From 208, the method returns to 202 to continuously monitor architecture configuration. The sensors can output an updated listener location at a rate from once per system usage, to once per second or even faster in order to capture events such as a rotation of the listeners head. Thus, the method 200 can be repeated at any of a wide range of rates, including predetermined rates, or whenever an updated room configuration or listener location signal has changed.

FIG. 3 shows an example look-up table 300 for a method for adjusting tuning parameters of an audio system for a room having movable architecture based on an architecture configuration signal. In one example, example look-up table 300 may be retrieved at 206 in the method 200 as described in FIG. 2, and the control system may modify the audio system configuration based on the predetermined tuning parameters or audio settings stored in the look-up table. As illustrated in look-up table 300, the use mode and one or more auxiliary sensor signals may be input and audio settings for one or more speakers of the audio system may be output. For reference, look-up table 300 is shown as a two-dimensional table. In other embodiments, the method may include one or more multi-dimensional look-up tables.

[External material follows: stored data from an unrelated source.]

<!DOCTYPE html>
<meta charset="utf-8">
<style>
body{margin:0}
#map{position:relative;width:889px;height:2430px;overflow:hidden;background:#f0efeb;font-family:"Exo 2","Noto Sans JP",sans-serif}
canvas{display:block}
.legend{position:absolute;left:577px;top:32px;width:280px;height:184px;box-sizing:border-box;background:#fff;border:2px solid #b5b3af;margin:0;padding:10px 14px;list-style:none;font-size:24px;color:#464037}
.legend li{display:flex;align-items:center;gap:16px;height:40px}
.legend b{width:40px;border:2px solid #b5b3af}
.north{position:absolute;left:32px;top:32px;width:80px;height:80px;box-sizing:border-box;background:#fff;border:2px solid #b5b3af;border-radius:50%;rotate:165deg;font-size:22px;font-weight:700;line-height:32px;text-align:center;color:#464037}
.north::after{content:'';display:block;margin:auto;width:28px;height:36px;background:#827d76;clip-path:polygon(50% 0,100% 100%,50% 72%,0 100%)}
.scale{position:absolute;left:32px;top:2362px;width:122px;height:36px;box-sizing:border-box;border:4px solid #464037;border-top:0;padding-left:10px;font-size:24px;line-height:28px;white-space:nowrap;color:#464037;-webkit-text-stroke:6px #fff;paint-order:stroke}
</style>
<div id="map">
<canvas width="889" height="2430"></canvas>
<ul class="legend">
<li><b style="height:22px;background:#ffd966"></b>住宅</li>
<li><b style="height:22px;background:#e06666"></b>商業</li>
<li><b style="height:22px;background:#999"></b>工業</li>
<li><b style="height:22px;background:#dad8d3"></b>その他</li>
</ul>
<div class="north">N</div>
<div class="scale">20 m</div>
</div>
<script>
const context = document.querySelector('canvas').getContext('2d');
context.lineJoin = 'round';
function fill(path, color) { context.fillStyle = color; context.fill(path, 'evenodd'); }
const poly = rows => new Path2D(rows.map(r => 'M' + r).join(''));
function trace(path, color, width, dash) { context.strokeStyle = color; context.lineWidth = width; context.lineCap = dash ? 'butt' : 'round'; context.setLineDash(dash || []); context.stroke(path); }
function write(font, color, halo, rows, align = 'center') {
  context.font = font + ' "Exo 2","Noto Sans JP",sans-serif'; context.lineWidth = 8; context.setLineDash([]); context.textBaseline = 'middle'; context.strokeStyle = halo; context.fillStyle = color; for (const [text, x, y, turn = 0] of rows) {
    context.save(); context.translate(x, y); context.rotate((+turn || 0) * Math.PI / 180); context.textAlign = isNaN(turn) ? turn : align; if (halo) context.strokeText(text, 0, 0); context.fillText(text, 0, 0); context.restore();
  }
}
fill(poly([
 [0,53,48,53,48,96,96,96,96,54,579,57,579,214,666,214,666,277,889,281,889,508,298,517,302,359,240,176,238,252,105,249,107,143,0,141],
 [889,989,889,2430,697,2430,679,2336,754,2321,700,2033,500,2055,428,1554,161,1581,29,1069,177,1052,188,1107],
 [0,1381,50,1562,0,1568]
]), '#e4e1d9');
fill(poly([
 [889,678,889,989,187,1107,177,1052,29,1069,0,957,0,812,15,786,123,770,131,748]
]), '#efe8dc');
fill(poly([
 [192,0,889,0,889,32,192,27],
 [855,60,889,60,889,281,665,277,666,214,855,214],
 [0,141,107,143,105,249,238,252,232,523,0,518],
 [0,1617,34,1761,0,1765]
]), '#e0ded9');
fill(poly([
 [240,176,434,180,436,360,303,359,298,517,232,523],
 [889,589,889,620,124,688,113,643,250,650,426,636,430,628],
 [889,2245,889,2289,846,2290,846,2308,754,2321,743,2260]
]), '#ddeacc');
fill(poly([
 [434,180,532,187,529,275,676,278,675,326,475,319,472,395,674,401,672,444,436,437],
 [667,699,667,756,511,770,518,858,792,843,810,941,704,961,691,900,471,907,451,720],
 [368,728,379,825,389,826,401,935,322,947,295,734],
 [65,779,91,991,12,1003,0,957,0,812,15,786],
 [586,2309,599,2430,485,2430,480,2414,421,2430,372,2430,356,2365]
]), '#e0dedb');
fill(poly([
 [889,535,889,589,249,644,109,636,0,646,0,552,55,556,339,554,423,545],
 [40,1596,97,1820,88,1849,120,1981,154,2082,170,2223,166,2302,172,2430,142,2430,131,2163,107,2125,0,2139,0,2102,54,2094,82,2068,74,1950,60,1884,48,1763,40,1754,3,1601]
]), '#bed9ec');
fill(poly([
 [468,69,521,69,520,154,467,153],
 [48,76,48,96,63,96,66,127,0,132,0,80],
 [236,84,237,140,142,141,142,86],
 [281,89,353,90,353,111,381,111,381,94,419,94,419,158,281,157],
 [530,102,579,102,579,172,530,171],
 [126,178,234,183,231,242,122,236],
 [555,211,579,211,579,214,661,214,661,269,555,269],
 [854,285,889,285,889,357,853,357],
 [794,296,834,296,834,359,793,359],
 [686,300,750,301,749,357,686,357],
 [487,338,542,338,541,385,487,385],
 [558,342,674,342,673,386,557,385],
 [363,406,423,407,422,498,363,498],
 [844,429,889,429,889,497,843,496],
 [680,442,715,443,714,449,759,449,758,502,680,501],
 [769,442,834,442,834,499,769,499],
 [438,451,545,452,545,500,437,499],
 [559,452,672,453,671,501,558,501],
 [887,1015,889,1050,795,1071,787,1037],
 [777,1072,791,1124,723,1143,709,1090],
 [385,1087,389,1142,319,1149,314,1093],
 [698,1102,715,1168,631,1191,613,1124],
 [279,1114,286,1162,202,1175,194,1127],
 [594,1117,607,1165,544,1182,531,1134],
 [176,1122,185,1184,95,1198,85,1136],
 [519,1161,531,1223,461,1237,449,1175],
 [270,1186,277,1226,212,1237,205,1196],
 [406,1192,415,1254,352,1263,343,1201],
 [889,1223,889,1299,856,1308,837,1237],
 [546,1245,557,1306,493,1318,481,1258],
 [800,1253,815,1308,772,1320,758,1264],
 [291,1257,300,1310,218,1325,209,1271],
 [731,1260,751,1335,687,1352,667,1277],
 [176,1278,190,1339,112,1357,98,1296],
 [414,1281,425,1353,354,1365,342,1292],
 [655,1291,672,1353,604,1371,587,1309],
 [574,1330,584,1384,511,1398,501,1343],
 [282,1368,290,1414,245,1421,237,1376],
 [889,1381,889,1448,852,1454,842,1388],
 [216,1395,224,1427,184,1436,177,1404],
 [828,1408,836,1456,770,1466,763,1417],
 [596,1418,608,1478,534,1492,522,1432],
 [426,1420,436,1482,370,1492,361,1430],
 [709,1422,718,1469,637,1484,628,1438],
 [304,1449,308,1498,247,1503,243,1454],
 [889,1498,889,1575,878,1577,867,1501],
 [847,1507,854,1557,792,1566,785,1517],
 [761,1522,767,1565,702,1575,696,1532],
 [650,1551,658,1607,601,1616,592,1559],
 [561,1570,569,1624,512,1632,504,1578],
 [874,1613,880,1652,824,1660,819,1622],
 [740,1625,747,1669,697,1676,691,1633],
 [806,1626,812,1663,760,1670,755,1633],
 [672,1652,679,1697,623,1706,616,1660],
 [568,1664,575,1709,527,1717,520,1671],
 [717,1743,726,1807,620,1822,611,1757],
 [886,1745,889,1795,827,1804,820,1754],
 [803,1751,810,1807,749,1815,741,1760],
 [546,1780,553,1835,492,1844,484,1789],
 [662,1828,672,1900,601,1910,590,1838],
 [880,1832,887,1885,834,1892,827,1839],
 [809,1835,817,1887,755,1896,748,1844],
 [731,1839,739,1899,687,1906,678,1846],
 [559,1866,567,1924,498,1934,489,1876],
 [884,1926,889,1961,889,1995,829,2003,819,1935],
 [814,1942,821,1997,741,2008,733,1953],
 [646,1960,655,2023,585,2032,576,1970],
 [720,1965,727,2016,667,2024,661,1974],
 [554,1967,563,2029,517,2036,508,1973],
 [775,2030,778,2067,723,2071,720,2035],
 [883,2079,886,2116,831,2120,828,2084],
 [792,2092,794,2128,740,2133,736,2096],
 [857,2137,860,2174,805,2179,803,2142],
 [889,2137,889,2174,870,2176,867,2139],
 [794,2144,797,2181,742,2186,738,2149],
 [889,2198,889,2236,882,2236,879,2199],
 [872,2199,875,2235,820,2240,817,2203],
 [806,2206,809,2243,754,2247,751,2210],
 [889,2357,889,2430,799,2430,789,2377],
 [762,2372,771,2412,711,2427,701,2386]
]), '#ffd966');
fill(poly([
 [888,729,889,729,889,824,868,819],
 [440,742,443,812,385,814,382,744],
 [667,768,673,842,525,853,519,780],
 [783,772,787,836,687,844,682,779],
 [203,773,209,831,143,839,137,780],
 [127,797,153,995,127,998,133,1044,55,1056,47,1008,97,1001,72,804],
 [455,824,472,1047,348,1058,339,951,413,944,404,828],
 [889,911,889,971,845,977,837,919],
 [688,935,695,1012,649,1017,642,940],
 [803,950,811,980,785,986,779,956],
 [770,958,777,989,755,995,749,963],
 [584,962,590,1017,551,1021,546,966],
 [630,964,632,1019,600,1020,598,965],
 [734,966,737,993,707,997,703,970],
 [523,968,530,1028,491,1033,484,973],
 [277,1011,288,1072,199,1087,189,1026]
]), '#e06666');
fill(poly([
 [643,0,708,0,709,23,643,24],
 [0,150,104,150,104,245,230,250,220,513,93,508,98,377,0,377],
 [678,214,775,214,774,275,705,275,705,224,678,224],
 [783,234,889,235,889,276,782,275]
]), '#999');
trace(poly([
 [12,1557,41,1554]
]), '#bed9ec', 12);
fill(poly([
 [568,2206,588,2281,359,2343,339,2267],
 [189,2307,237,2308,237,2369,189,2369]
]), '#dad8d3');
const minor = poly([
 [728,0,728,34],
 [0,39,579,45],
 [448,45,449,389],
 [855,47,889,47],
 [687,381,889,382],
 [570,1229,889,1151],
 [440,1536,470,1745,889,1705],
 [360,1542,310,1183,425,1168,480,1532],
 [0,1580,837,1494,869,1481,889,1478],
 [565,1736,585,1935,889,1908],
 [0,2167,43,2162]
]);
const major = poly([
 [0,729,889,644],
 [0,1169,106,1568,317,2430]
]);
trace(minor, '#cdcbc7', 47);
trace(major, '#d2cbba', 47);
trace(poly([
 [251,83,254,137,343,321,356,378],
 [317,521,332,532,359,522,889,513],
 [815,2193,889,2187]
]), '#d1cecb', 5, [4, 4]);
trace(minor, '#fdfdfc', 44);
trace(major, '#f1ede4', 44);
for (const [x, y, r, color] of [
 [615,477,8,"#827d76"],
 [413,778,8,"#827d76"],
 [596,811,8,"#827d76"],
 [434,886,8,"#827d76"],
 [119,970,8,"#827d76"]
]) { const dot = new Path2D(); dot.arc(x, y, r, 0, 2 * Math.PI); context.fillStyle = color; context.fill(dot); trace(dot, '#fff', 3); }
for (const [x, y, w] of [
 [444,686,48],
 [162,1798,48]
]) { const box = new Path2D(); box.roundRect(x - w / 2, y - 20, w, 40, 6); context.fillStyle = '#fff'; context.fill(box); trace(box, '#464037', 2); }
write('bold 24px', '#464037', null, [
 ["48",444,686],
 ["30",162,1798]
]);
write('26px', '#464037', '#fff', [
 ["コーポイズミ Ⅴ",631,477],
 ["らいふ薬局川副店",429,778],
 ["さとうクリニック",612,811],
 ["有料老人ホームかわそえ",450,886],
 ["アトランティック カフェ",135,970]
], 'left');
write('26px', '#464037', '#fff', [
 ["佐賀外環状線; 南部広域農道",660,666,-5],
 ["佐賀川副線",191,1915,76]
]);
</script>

In the example, look-up table 300 stores audio settings for use modes including a morning mode, an office or work mode, a dinner party mode, and an entertainment mode. The settings are further differentiated based on area of the living space (e.g., a room) and speaker position. For example, area includes a first area, a second area, and a third area. In one example, the first area may be the same or similar to first area 102, the second area may be the same or similar to second area 106, and the third area may be the same or similar to third area 116 described with respect to FIG. 1. Speaker position includes fixed speakers and movable speakers positioned in the respective area such as the fixed speakers 102a and movable speakers 102b in first area 102. In one example, the audio settings are given for the groups of fixed speakers and movable speakers. In some modes, fixed and movable speakers in an area adjusted differently, and in other modes, they may be adjusted similarly. In some modes, some speakers are active and some speakers are deactivated. For example, in a first mode a first set of speakers are active, and in a second mode, a second set of speakers are active, and so on. Any of the many methods to deactivate a speaker are possible, for example a speaker may be deactivated by turning off power to amplifier, disconnecting a speaker wire with relay, having its amplifier or speaker input signal converted to zeros, or by setting a channel gain to zero or to a negligible level, etc. In other examples of the method, a look-up table may store audio settings for individual speakers. Audio settings are further differentiated based on whether one or more auxiliary sensor signal is received. Auxiliary sensor signals may be various, including and not limited to, sensors indicating a position of one or more listeners (e.g., occupant 190), signals indicating a mode of use of the transformable architecture or furniture, and open/closed status of doors.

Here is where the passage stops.